### TASK INPUT
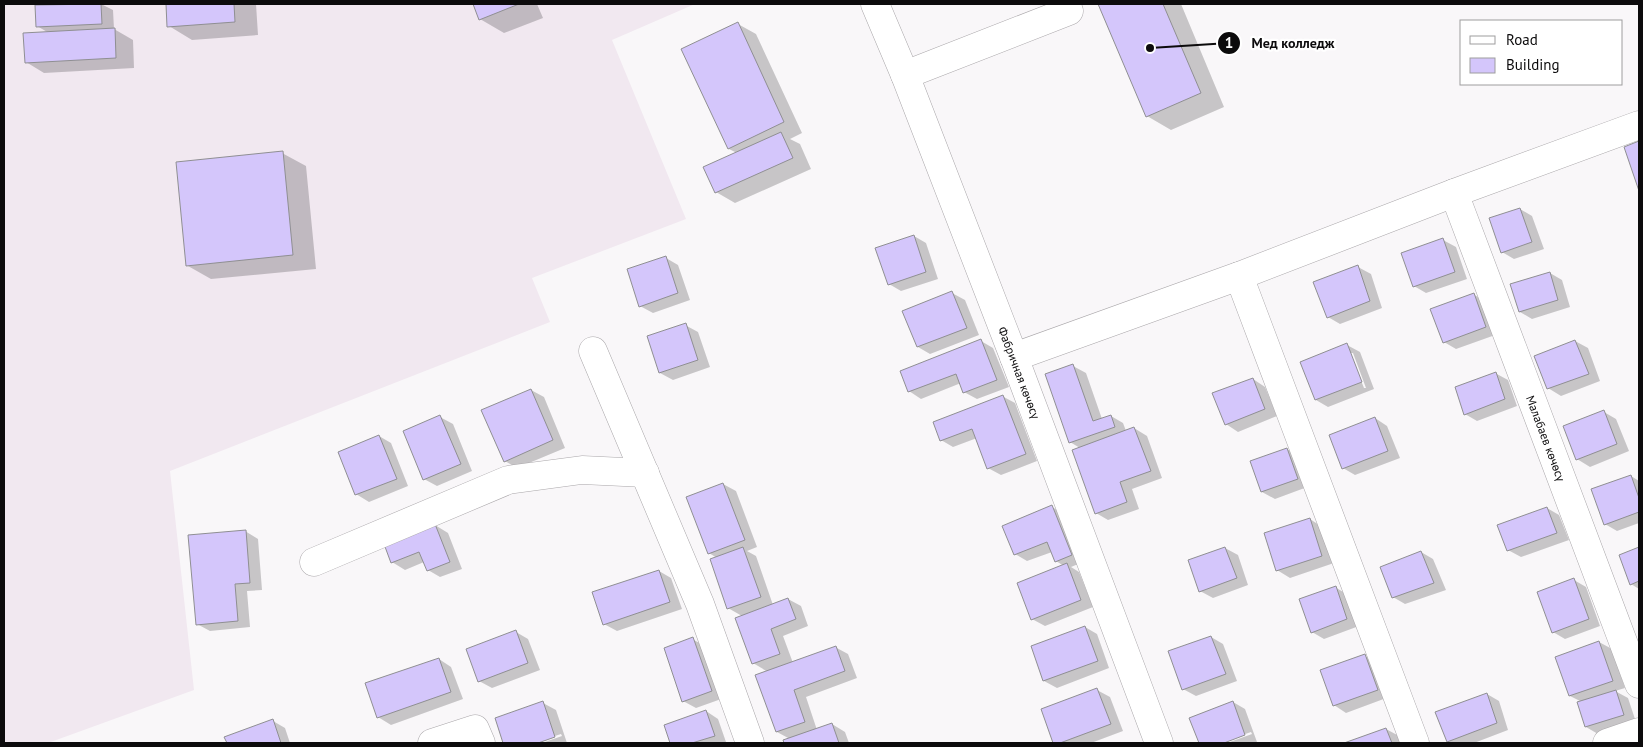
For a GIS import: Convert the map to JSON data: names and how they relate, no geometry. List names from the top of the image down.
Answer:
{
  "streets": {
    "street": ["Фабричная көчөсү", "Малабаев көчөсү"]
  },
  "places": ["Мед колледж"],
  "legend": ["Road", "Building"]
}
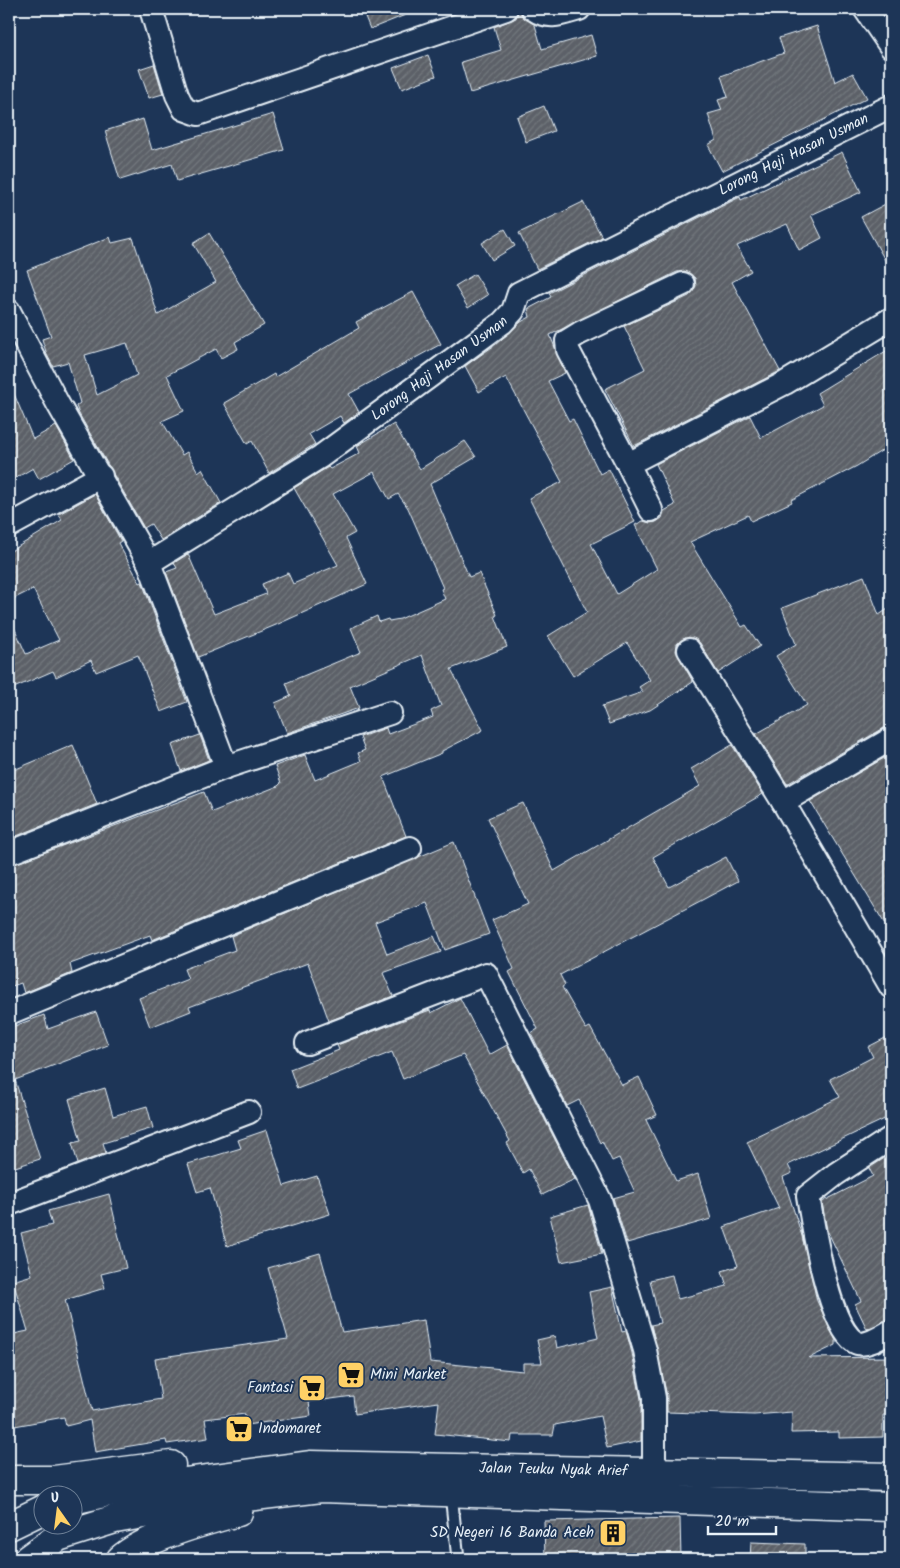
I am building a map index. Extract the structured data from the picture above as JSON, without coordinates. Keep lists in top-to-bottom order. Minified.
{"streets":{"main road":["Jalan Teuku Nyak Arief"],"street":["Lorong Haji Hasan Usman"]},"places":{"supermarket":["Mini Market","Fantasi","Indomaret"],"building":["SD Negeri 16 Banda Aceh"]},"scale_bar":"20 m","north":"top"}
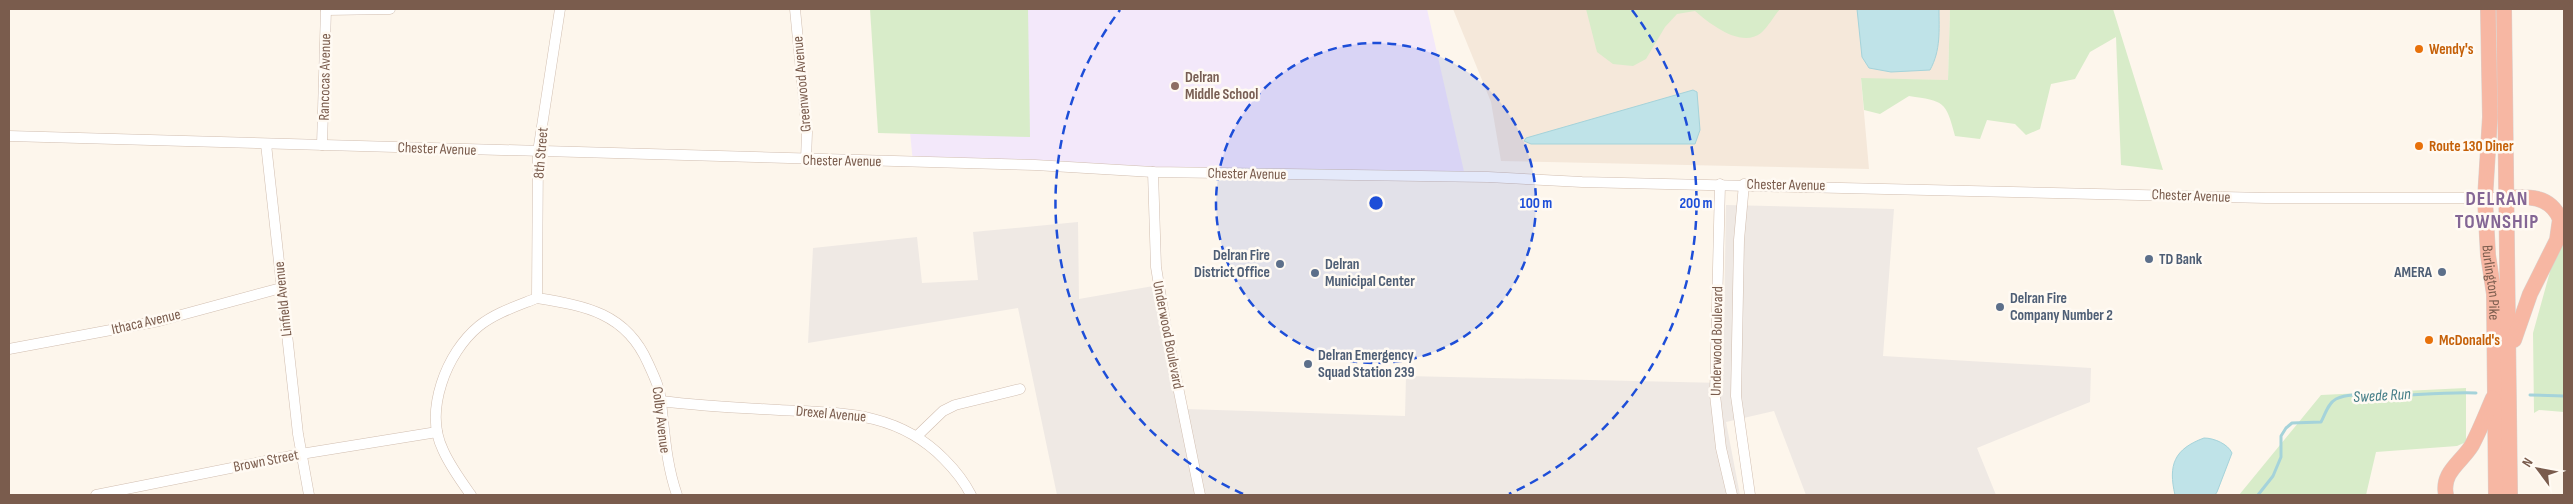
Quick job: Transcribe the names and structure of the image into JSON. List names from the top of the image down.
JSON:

### WHAT THE TASK REQUIRES
A word-for-word retyping of the material above is expected, without pictures.

### ANSWER
For a GIS import: Convert the map to JSON data: names and how they relate, no geometry. List names from the top of the image down.
Answer:
{
  "streets": {
    "street": ["Фабричная көчөсү", "Малабаев көчөсү"]
  },
  "places": ["Мед колледж"],
  "legend": ["Road", "Building"]
}
I am building a map index. Extract the structured data from the picture above as JSON, without coordinates. Keep lists in top-to-bottom order. Minified.
{"streets":{"main road":["Jalan Teuku Nyak Arief"],"street":["Lorong Haji Hasan Usman"]},"places":{"supermarket":["Mini Market","Fantasi","Indomaret"],"building":["SD Negeri 16 Banda Aceh"]},"scale_bar":"20 m","north":"top"}
Quick job: Transcribe the names and structure of the image into JSON. List names from the top of the image down.
JSON:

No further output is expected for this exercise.